[[ EXERCISE MATERIAL open ]]
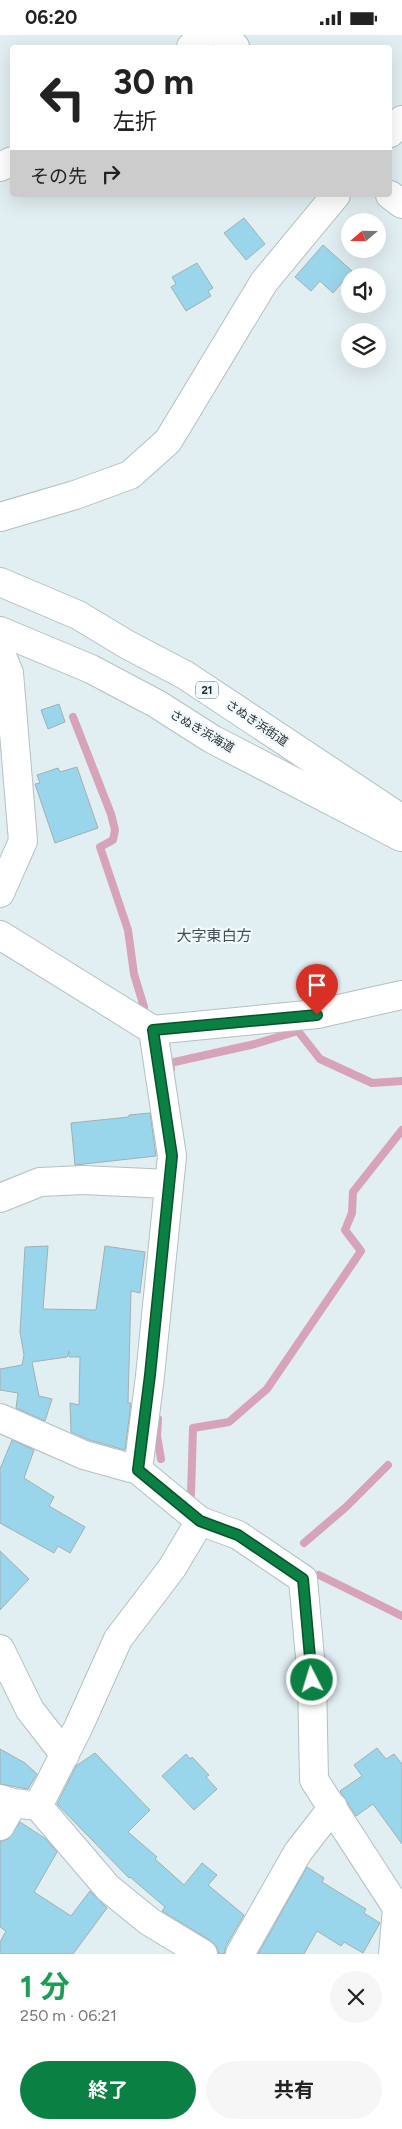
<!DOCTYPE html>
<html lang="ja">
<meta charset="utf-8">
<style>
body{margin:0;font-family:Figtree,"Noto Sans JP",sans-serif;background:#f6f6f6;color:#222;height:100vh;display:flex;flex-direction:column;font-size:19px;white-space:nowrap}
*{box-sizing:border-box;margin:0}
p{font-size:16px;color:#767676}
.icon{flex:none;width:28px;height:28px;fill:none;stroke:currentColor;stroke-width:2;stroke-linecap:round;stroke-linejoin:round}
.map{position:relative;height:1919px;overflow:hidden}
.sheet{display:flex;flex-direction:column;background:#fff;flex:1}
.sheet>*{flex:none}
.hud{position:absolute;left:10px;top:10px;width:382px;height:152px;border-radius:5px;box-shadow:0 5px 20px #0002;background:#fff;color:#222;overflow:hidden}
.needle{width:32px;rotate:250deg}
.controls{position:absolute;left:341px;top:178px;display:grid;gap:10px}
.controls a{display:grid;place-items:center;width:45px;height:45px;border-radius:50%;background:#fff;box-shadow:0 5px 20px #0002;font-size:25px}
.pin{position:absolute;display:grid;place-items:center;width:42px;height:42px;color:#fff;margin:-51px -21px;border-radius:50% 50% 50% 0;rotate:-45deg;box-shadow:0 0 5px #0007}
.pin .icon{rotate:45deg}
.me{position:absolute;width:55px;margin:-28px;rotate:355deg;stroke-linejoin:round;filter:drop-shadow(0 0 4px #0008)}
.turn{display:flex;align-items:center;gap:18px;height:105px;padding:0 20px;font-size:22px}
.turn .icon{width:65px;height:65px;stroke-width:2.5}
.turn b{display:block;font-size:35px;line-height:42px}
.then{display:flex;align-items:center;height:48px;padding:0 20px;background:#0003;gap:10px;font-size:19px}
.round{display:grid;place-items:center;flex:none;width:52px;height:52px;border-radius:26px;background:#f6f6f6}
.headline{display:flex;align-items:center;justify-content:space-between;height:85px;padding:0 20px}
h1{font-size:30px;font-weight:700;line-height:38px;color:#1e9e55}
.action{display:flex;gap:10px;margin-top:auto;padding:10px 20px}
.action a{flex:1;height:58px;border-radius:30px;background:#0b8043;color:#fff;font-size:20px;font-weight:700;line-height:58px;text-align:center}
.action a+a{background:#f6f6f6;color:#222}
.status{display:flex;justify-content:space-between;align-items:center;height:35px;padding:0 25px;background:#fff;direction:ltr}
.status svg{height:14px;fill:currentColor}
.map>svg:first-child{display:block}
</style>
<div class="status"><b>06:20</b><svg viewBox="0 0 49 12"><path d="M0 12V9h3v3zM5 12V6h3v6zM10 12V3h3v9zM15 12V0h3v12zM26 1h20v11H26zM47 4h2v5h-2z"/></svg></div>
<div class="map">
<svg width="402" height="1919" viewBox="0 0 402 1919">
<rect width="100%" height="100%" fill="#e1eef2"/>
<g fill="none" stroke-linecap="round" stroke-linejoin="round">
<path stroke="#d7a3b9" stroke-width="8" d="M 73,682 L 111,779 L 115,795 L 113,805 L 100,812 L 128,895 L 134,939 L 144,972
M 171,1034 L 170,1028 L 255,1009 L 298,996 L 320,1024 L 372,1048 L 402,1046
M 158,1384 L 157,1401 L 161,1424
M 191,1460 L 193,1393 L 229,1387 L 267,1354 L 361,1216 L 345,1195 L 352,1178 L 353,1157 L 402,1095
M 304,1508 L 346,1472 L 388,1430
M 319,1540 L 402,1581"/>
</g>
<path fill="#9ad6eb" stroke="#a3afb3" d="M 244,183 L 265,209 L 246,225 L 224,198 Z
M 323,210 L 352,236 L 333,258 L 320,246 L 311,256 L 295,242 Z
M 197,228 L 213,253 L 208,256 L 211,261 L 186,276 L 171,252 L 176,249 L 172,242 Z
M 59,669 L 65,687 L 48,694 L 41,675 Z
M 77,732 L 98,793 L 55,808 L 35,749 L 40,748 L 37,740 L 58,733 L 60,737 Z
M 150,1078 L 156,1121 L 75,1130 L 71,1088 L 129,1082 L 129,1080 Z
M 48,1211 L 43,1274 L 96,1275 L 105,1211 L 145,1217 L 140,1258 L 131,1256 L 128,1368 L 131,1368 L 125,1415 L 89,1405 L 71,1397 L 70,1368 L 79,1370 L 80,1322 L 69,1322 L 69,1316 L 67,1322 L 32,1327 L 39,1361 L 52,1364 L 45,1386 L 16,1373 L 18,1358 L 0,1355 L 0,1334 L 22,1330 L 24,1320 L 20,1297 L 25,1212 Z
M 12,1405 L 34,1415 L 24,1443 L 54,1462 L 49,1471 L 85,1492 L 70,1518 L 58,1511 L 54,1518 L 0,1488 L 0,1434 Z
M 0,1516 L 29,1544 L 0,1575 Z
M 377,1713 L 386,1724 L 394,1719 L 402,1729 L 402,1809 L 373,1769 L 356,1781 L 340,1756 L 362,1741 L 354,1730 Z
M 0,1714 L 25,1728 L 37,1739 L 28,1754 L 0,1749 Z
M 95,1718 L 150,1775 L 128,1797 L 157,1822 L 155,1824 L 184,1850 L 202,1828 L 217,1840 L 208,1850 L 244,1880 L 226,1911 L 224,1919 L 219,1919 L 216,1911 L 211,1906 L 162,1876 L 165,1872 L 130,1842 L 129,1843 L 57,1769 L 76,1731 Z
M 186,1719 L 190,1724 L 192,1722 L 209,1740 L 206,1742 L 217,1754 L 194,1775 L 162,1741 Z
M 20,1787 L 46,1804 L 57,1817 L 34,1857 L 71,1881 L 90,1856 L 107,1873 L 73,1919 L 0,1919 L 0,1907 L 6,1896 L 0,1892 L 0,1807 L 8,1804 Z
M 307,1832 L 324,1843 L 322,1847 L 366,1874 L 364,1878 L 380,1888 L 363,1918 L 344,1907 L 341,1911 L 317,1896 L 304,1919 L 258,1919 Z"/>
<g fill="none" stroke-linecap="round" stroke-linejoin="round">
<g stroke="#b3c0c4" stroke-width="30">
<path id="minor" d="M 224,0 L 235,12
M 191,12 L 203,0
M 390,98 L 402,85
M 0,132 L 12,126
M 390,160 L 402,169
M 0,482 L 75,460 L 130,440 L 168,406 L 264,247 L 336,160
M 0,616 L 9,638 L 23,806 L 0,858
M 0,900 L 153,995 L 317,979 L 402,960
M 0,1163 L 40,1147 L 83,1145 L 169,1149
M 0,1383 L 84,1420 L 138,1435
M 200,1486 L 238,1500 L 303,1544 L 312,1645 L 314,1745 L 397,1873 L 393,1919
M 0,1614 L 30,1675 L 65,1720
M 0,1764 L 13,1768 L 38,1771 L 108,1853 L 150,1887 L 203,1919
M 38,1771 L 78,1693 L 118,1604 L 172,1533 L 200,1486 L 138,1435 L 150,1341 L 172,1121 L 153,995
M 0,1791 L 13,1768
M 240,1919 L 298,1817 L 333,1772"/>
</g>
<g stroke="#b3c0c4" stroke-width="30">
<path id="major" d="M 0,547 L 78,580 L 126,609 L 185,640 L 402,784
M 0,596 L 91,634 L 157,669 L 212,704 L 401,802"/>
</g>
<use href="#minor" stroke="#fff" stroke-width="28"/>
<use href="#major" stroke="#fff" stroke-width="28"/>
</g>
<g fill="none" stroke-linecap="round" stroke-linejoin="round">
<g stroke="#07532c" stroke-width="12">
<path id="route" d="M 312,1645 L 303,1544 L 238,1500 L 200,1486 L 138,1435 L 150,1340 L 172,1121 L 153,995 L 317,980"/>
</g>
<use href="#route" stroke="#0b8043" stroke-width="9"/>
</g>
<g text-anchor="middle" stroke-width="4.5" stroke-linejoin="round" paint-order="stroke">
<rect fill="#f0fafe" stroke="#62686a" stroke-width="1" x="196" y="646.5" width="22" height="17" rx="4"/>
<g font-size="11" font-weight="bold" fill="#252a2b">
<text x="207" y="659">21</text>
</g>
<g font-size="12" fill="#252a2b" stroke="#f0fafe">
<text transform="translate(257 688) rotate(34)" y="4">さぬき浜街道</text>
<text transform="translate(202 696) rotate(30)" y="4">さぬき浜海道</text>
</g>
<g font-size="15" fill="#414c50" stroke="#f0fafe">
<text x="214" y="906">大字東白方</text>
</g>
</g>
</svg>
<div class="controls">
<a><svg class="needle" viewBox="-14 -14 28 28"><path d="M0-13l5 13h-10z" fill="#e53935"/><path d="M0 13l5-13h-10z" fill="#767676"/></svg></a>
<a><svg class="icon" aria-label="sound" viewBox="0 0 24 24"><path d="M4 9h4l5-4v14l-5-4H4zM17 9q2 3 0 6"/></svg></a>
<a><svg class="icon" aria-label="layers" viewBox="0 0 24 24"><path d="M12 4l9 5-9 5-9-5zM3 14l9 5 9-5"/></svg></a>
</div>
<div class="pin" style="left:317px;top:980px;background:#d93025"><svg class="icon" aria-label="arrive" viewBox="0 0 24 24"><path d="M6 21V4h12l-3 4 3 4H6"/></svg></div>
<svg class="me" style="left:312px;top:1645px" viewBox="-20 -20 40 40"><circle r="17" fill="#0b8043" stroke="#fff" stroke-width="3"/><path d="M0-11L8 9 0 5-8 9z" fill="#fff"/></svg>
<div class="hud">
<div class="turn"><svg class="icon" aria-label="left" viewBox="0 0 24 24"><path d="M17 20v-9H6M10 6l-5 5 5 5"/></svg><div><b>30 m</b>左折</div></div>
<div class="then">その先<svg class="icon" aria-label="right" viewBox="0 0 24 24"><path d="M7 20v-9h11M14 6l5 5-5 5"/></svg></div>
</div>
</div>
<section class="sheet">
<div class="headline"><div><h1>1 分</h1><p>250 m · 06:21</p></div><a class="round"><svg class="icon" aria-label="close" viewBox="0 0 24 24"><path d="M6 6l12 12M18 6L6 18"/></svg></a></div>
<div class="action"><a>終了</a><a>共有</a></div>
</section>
[[ EXERCISE MATERIAL closed ]]
[[ EXERCISE MATERIAL open ]]
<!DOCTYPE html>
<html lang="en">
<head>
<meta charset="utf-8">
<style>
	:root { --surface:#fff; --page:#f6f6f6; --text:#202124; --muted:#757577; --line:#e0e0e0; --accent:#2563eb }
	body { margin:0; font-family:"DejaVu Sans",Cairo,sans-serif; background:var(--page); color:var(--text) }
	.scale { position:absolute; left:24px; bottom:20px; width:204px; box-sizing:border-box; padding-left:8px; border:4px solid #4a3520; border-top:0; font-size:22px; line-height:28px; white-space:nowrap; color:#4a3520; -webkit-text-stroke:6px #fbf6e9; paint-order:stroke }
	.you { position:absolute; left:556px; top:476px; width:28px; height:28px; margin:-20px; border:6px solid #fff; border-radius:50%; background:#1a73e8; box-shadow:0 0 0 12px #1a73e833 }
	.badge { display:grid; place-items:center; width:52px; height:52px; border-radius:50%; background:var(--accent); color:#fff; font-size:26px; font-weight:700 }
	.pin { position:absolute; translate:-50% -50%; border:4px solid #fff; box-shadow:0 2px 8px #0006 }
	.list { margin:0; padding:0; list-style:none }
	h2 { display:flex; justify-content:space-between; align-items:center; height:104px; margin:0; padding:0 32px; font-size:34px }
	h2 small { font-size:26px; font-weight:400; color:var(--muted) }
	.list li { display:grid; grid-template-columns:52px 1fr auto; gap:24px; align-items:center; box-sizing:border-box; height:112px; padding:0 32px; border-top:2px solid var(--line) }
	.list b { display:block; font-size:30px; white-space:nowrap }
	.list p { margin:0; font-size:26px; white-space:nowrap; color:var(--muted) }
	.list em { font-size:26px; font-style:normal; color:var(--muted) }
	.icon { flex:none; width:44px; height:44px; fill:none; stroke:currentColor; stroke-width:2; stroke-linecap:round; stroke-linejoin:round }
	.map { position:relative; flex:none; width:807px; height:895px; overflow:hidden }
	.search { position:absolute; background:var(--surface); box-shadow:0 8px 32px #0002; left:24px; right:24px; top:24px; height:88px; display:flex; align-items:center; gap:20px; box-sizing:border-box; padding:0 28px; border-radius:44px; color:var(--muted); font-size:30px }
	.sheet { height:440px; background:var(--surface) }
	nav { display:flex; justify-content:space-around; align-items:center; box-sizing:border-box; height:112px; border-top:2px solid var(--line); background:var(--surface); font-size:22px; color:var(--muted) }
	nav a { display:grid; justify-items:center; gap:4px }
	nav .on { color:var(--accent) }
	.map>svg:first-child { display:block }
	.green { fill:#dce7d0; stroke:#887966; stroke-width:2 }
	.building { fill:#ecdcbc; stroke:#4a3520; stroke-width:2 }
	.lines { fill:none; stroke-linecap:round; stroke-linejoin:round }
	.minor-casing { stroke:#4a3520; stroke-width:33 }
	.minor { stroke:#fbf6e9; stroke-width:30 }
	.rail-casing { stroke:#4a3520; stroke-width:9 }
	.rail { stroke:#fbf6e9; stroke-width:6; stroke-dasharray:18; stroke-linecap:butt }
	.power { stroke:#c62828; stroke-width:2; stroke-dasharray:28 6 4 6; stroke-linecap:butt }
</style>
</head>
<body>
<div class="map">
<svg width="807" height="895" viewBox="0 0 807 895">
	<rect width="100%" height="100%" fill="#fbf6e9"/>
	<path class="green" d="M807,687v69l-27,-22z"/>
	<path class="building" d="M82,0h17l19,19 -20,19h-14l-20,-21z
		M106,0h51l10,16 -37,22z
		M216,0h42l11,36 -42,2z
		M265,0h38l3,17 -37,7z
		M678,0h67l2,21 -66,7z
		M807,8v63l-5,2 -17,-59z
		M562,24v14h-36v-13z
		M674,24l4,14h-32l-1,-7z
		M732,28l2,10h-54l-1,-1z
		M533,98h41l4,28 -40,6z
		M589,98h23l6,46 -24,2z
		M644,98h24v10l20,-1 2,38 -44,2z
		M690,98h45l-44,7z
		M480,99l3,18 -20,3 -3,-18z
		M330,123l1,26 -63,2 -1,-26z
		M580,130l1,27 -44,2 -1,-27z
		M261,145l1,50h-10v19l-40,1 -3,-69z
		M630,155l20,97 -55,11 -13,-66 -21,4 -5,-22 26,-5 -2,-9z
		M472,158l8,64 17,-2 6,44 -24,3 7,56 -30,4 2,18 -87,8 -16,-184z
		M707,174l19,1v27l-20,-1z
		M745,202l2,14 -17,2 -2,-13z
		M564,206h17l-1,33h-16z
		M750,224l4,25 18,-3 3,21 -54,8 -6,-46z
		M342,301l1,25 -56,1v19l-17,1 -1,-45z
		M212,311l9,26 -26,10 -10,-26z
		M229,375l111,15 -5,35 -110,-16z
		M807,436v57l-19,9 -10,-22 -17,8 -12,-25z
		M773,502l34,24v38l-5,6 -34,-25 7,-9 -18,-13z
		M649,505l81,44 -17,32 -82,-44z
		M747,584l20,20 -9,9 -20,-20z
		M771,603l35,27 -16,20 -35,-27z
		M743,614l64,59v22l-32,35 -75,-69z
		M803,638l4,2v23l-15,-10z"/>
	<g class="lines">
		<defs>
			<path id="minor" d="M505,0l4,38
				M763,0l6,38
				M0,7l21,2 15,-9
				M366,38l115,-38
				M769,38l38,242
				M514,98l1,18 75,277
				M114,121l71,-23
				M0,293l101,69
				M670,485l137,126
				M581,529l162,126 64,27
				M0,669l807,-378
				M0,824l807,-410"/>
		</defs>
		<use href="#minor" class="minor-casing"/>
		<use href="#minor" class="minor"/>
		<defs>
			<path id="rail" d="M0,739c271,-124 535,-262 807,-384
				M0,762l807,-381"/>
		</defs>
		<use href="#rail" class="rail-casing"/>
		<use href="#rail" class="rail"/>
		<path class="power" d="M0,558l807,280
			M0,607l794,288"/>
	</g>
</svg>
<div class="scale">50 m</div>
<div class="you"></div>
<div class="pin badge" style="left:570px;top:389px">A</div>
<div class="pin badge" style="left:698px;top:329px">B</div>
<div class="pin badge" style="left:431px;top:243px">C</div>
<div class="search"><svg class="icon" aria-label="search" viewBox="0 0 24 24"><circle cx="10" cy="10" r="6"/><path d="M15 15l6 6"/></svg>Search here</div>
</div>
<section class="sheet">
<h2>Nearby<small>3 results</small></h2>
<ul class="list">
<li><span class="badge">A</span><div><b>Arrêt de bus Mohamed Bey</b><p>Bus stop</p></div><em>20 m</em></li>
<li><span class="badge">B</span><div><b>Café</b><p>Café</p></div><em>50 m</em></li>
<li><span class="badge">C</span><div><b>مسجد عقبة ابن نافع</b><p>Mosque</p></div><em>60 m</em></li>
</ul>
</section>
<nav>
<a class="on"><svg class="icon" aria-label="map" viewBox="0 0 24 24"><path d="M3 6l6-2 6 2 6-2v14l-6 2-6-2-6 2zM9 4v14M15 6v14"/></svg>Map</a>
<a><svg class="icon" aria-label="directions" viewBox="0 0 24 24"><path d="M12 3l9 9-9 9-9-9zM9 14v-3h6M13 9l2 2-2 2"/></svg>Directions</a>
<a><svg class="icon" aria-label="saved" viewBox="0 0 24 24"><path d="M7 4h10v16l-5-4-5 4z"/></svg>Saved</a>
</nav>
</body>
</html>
[[ EXERCISE MATERIAL closed ]]
Look above for the line with "margin:0; font-size:26px; white-space:nowrap;"; retype exactly that line, every line after it up to the line with "flex:none; width:44px; height:44px;", and that line too, nothing else.

	.list p { margin:0; font-size:26px; white-space:nowrap; color:var(--muted) }
	.list em { font-size:26px; font-style:normal; color:var(--muted) }
	.icon { flex:none; width:44px; height:44px; fill:none; stroke:currentColor; stroke-width:2; stroke-linecap:round; stroke-linejoin:round }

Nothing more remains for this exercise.